Lest we forget, mainstream economists in the United States and Europe (and, of course, around the world) mostly celebrated current economic arrangements. As far as they were concerned, everyone benefits from contemporary globalization (the more trade the better) and from the distribution of income created by market forces (since everyone gets what they deserve).
To be sure, those who identify with different wings of mainstream economics debate the extent to which there are market imperfections and therefore how much interference there should be in markets. Conservative mainstream economists tend to argue in favor of less regulation, their liberal counterparts for more government intervention. But they share the same general economic vision—that capitalism is characterized by “just deserts,” stable growth, and rising standards of living.
Except of course in recent decades it hasn’t. Not by a long shot.
Inequality has skyrocketed to obscene levels (and continues to rise), leaving many people behind. The crash of 2007-08 shattered the illusion of stability—and now there’s a deepening worry of “secular stagnation” moving forward. And, while the conspicuous consumption of the tiny group at the top continues unabated, only rising debt keeps everyone else from falling down the ladder.
No wonder, then, that economic populists, especially those on the Right, are rejecting the status quo—and winning campaigns and elections (often in the form of protest votes).
For the most part, to judge by Brigitte Granville’s survey of a variety of Project Syndicate commentators’ responses to populism, mainstream economists remain blind as to “why so many voters have embraced facile policies and populist politics.”

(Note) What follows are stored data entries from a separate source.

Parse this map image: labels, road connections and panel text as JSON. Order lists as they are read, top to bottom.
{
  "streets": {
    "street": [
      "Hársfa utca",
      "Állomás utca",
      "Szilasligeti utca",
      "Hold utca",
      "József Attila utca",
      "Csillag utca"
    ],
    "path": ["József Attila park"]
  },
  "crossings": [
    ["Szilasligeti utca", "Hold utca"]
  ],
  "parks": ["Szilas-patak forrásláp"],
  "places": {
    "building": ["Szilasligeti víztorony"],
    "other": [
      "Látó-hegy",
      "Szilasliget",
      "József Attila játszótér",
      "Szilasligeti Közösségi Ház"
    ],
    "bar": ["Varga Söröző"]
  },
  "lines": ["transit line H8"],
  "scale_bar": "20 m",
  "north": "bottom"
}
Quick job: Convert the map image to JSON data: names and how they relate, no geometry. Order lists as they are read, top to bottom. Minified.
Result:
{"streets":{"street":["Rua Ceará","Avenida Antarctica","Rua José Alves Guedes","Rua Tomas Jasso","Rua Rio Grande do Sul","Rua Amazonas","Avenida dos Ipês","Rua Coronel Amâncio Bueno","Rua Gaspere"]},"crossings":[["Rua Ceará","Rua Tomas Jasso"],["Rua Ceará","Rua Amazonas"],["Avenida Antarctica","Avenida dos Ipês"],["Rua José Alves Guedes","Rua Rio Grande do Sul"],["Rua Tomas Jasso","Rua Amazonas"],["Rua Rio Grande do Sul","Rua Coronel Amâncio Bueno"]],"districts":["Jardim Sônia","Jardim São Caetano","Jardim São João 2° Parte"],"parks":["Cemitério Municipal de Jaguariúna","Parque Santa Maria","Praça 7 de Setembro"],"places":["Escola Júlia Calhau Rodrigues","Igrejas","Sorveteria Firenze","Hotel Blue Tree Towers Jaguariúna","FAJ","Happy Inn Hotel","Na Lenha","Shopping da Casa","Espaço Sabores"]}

That’s pretty much what one would expect, given mainstream economists’ general commitment to the status quo.
But even when they admit that “much has gone wrong for a great many people,” as Margaret MacMillan does (“Globalization and automation are eliminating jobs in developed countries; powerful corporations and wealthy individuals in too many countries are getting a greater share of the wealth and paying fewer taxes; and living conditions continue to deteriorate for people in the US Rust Belt or Northeast England and Wales”), we read the spectacular claim that today’s populists—these “new, outsider political forces”—are wrong because they “claim to have a monopoly on truth.”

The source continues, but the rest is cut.